Scocca

Gawker’s Non-Penetrating Christine O’Donnell Story Makes a Good Case for Abstinence

Gawker Media lives for the pigpile of right-thinking journalists on its shadier scoops—at its best, in Nick Denton’s view, the company gives its writers permission to get stories that other outlets are too prudish or timid or rigidly ethical to publish. Then the other outlets can pick up the story about the story, telling the story in the process. Everybody wins, except

Brett Favre

.

Yesterday was not Gawker at its best. When

Ann Coulter

and

Alex Pareene

are both disgusted by you, it’s safe to conclude you did something disgusting. In exchange for some cash, a dude gave them an anonymous account of how one Halloween a while ago, Christine O’Donnell had a bunch of beers with him and—seriously, it’s not even worth the effort to paraphrase or quote. (Or link. Google it if you care.) Nothing happened. The headline called it a “One-Night Stand,” which was untrue. Anyone interested in prurient coverage of Christine O’Donnell has

read better stuff elsewhere

, better sourced.

The winning Gawker scoops are the stories other outlets wished they could get away with doing.

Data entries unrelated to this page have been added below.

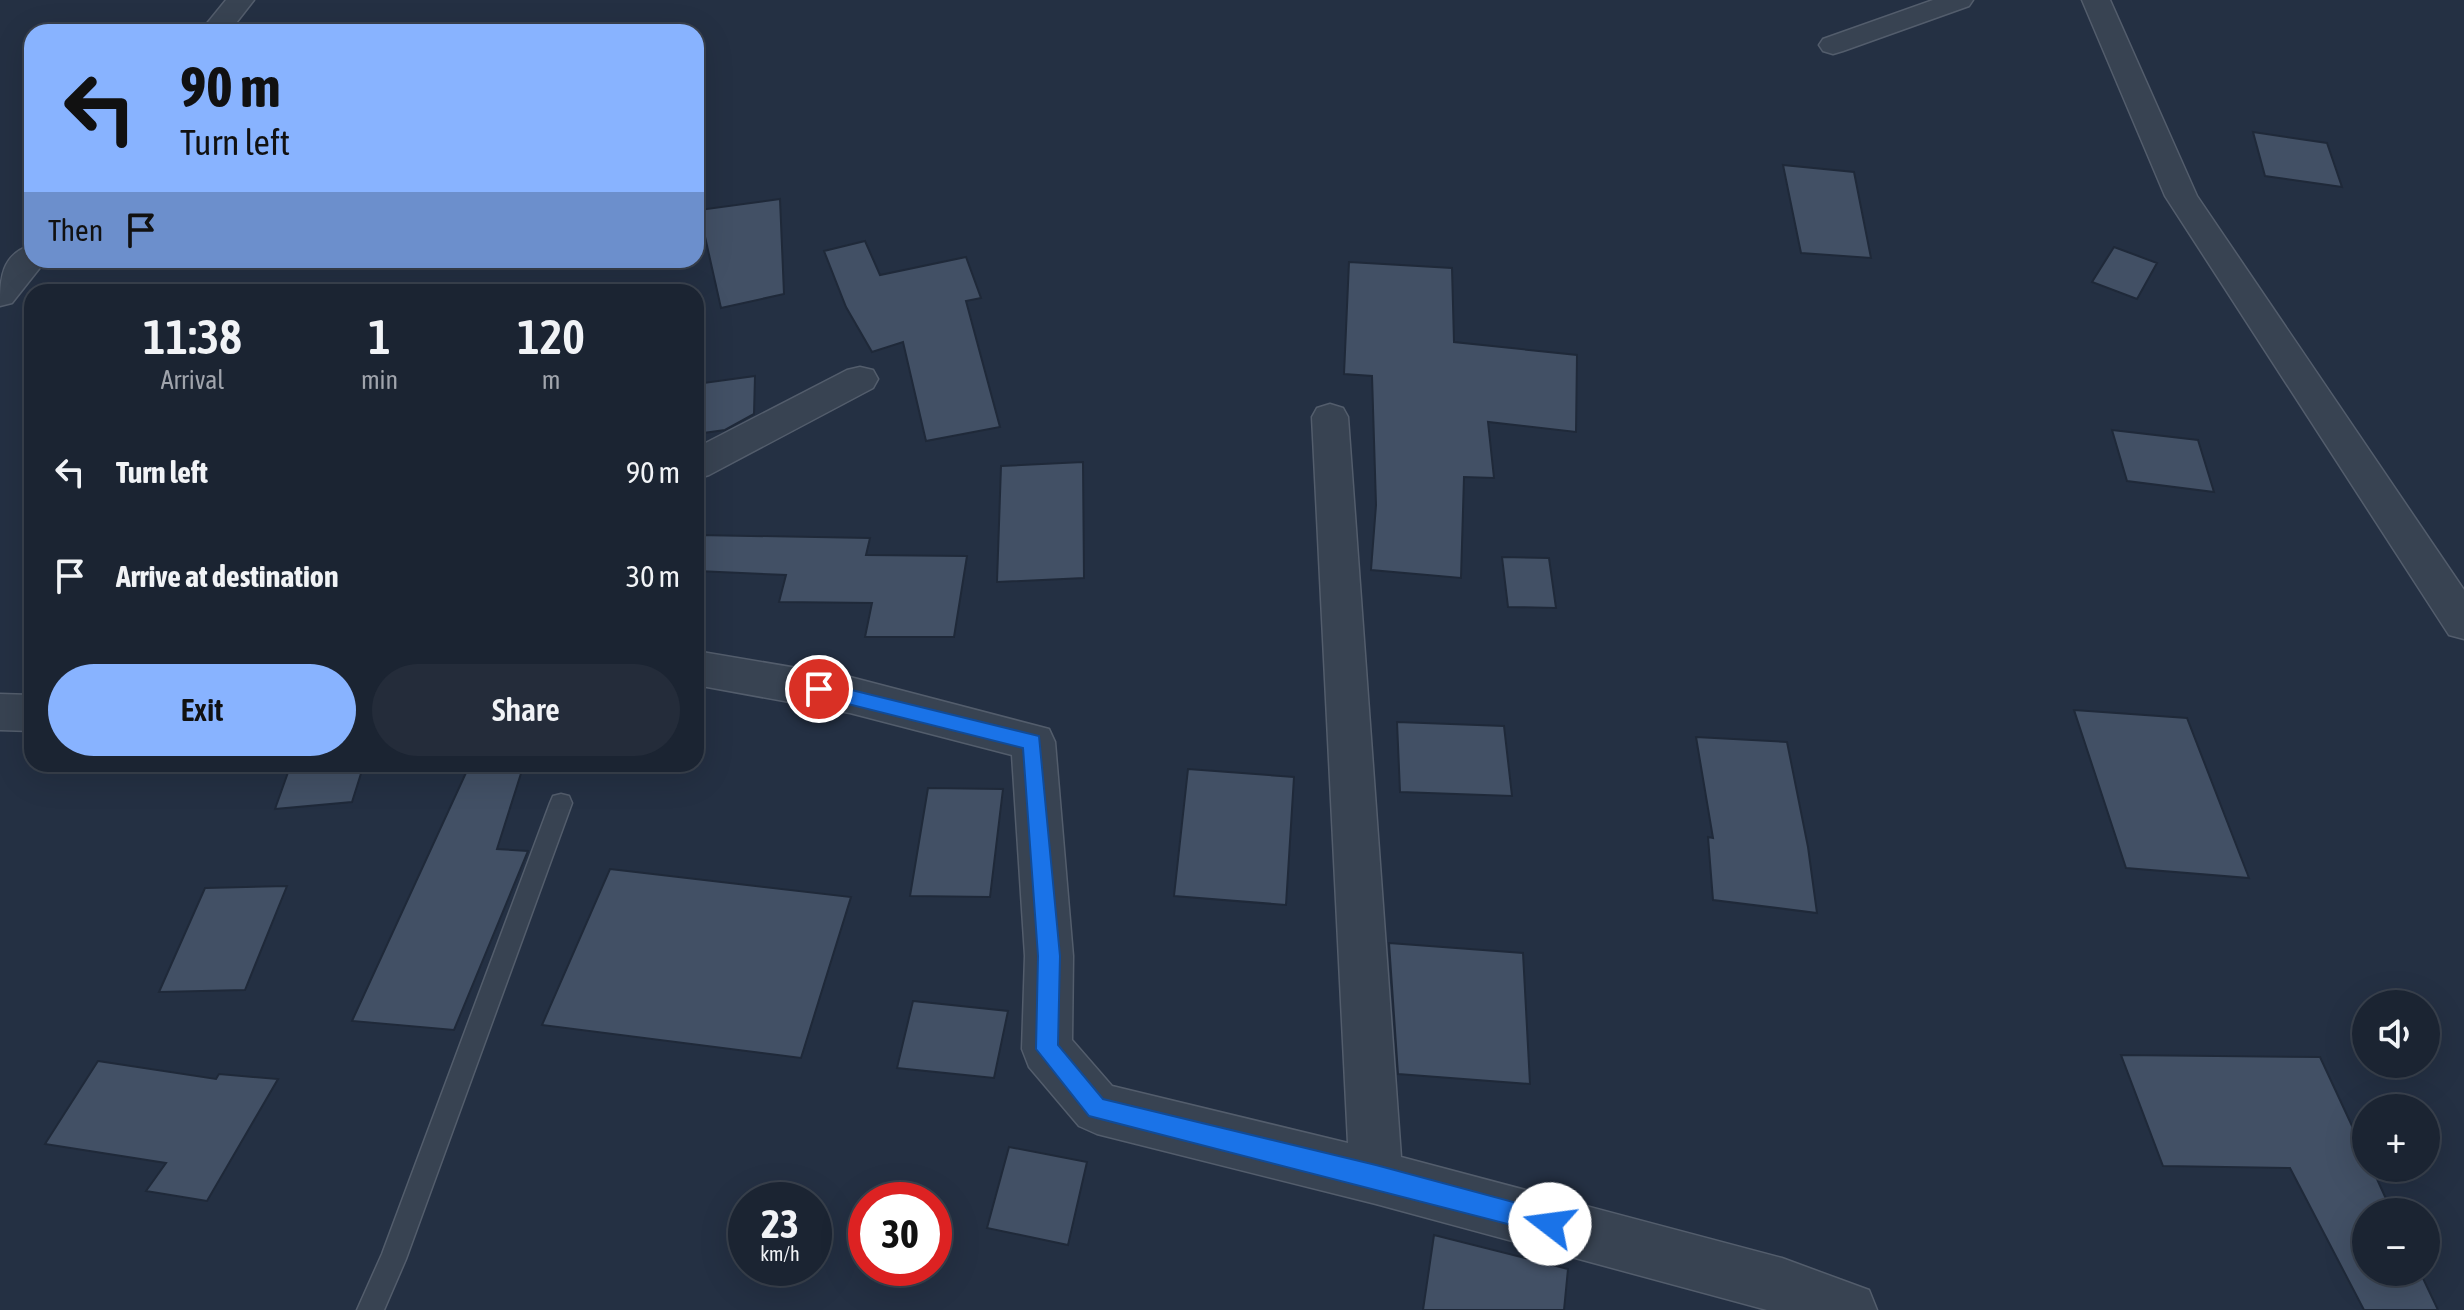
<!DOCTYPE html>
<meta charset="utf-8">
<style>
body{margin:0;font-family:"Asap Condensed",sans-serif;background:#242c3a;color:#f1f3f6;height:100vh;display:flex;flex-direction:column;font-size:30px;white-space:nowrap}
*{box-sizing:border-box;margin:0}
p{font-size:26px;color:#a0a4ac}
.icon{flex:none;width:44px;height:44px;fill:none;stroke:currentColor;stroke-width:2;stroke-linecap:round;stroke-linejoin:round}
.map{position:relative;flex:1;overflow:hidden}
.panel{position:absolute;left:24px;top:284px;width:680px;height:488px;display:flex;flex-direction:column;background:#1b2432;border-radius:24px;box-shadow:0 8px 32px #0002,0 0 0 2px #39414d}
.panel>*{flex:none}
.top-card{position:absolute;left:24px;top:24px;width:680px;height:244px;border-radius:24px;box-shadow:0 8px 32px #0002,0 0 0 2px #39414d;background:#88b3ff;color:#111;overflow:hidden}
.fabs{position:absolute;left:2352px;top:990px;display:grid;gap:16px}
.fabs a{display:grid;place-items:center;width:88px;height:88px;border-radius:50%;background:#1b2432;box-shadow:0 8px 32px #0002,0 0 0 2px #39414d;font-size:40px}
.speed{position:absolute;left:728px;top:1182px;display:flex;gap:16px;font-size:40px;font-weight:700;text-align:center}
.speed>*{display:grid;place-content:center;width:104px;height:104px;border-radius:50%;background:#1b2432;box-shadow:0 8px 32px #0002,0 0 0 2px #39414d;line-height:1}
.speed small{font-size:20px;font-weight:400}
.speed .limit{border:12px solid #d22;background:#fff;color:#111}
.pin{position:absolute;display:grid;place-items:center;width:68px;height:68px;color:#fff;margin:-34px;border:4px solid #fff;border-radius:50%;box-shadow:0 2px 8px #0007}
.me{position:absolute;width:88px;margin:-44px;rotate:285deg;stroke-linejoin:round;filter:drop-shadow(0 0 6px #0008)}
.turn{display:flex;align-items:center;gap:28px;height:168px;padding:0 24px;font-size:36px}
.turn .icon{width:104px;height:104px;stroke-width:2.5}
.turn b{display:block;font-size:56px;line-height:68px}
.then{display:flex;align-items:center;height:76px;padding:0 24px;background:#0003;gap:16px;font-size:30px}
.eta{display:flex;justify-content:space-evenly;align-items:center;height:136px;text-align:center}
.eta b{font-size:48px;font-weight:600;line-height:56px}
.button{display:flex;gap:16px;margin-top:auto;padding:16px 24px}
.button a{flex:1;height:92px;border-radius:48px;background:#88b3ff;color:#111;font-size:32px;font-weight:600;line-height:92px;text-align:center}
.button a+a{background:#242c3a;color:#f1f3f6}
ul{padding:0;list-style:none}
li{display:flex;align-items:center;gap:24px;height:104px;padding:0 24px}
li div{flex:1}
li b{display:block;font-size:30px}
li em{font-style:normal}
.map>svg:first-child{display:block}
.building{fill:#425065;stroke:#1f2939;stroke-width:2}
.lines{fill:none;stroke-linecap:round;stroke-linejoin:round}
.service-casing{stroke:#535d6c;stroke-width:3}
.minor-casing{stroke:#535d6c;stroke-width:3}
.service{fill:#384352;fill-rule:evenodd}
.minor{fill:#384352;fill-rule:evenodd}
.route{fill:#1a73e8;stroke:#114b97;stroke-width:2}
</style>
<div class="map">
<svg width="2464" height="1310" viewBox="0 0 2464 1310">
<rect width="100%" height="100%" fill="#243043"/>
<path class="building" d="M2253 132 2327 143 2342 187 2265 176Z
M1783 165 1854 172 1871 258 1801 253Z
M780 199 784 294 721 308 699 210Z
M865 241 880 275 966 257 981 298 966 301 1000 427 926 441 903 342 872 352 846 307 824 251Z
M2114 247 2157 263 2137 299 2092 282Z
M1349 262 1452 268 1454 342 1577 355 1576 432 1488 422 1494 478 1464 477 1461 578 1371 570 1376 505 1372 376 1344 374Z
M755 376 754 414 725 430 696 434V384Z
M2112 430 2198 440 2214 492 2127 481Z
M1083 462 1084 578 997 582 1001 466Z
M698 535 870 538 866 555 967 556 954 637H865L872 603 779 602 786 575 697 571Z
M1502 557 1549 558 1556 608 1508 607Z
M2074 710 2187 718 2249 878 2126 868Z
M1397 722 1504 726 1512 796 1400 792Z
M1696 737 1787 742 1808 847 1817 913 1713 900 1708 837 1713 838Z
M291 764H364L352 802 275 809Z
M470 764H524L497 849 528 851 454 1030 352 1021Z
M1188 769 1294 777 1286 905 1174 896Z
M928 788 1003 789 990 897 910 896Z
M610 869 851 897 801 1058 542 1025Z
M287 886 245 990 159 992 205 888Z
M1389 943 1523 953 1530 1084 1398 1074Z
M913 1001 1008 1011 994 1078 897 1068Z
M2121 1055 2320 1057 2366 1156V1168H2372L2392 1212H2366V1272H2420L2438 1310H2364L2290 1168 2163 1166Z
M98 1061 216 1079 219 1074 278 1079 207 1201 146 1191 166 1163 45 1144Z
M1009 1147 1087 1162 1068 1245 987 1228Z
M1434 1235 1568 1269 1564 1310H1423Z"/>
<g class="lines">
<g class="service-casing">
<path id="service" d="M561 794 569 796 572 803 406 1259 384 1310H357L382 1254 550 803 553 796Z"/>
</g>
<g class="minor-casing">
<path id="minor" d="M226 0H254L229 32H200Z
M1933 0H1973L1969 6 1843 51 1833 54 1823 51 1819 45 1823 39Z
M2082 0H2110L2197 196 2464 590V639L2449 635 2165 196Z
M32 245V260H46L12 303 0 306C0 279 1 254 32 245Z
M860 367 873 370 878 379 873 388 709 475 696 479V448L847 370Z
M1330 404 1343 408 1348 417 1401 1157 1782 1258 1869 1290 1877 1310H1767L1376 1204 1097 1134 1079 1126 1029 1067 1022 1049 1025 956 1012 755 850 713 696 685V651L850 677 1049 729 1055 742 1073 956 1072 1040 1112 1086 1348 1143 1312 417 1317 408Z
M0 694 32 695V731L0 730Z"/>
</g>
<use href="#service" class="service"/>
<use href="#minor" class="minor"/>
</g>
<path class="route" d="M819 682 1039 736 1060 956 1058 1045 1103 1099 1376 1165 1550 1212 1558 1215 1562 1224 1558 1232 1550 1235 1089 1116 1036 1049 1038 956 1023 748 812 695 810 689 812 684Z"/>
</svg>
<div class="fabs">
<a><svg class="icon" aria-label="sound" viewBox="0 0 24 24"><path d="M4 9h4l5-4v14l-5-4H4zM17 9q2 3 0 6"/></svg></a>
<a>+</a>
<a>−</a>
</div>
<div class="speed"><div>23<small>km/h</small></div><div class="limit">30</div></div>
<div class="pin" style="left:819px;top:689px;background:#d93025"><svg class="icon" aria-label="arrive" viewBox="0 0 24 24"><path d="M6 21V4h12l-3 4 3 4H6"/></svg></div>
<svg class="me" style="left:1550px;top:1224px" viewBox="-20 -20 40 40"><circle r="19" fill="#fff"/><path d="M0-13L10 11 0 6-10 11z" fill="#1a73e8"/></svg>
<div class="top-card">
<div class="turn"><svg class="icon" aria-label="left" viewBox="0 0 24 24"><path d="M17 20v-9H6M10 6l-5 5 5 5"/></svg><div><b>90 m</b>Turn left</div></div>
<div class="then">Then<svg class="icon" aria-label="arrive" viewBox="0 0 24 24"><path d="M6 21V4h12l-3 4 3 4H6"/></svg></div>
</div>
<section class="panel">
<div class="eta">
<div><b>11:38</b><p>Arrival</p></div>
<div><b>1</b><p>min</p></div>
<div><b>120</b><p>m</p></div>
</div>
<ul>
<li><svg class="icon" aria-label="left" viewBox="0 0 24 24"><path d="M17 20v-9H6M10 6l-5 5 5 5"/></svg><div><b>Turn left</b></div><em>90 m</em></li>
<li><svg class="icon" aria-label="arrive" viewBox="0 0 24 24"><path d="M6 21V4h12l-3 4 3 4H6"/></svg><div><b>Arrive at destination</b></div><em>30 m</em></li>
</ul>
<div class="button"><a>Exit</a><a>Share</a></div>
</section>
</div>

Deadspin’s Favre story was smutty and obtained by unsavory means, but once it was out there, it was a real subject for everyone else. Today, the Post and the Daily News are

sticking with Charlie Sheen

for their covers; the Times put David Carr

on the meta-story

, but not for the print edition. This one wasn’t wrong because Gawker paid off a source. It was wrong because there was no payoff for the reader. If you want to convince people it’s fun to wallow, you’d better at least supply some mud.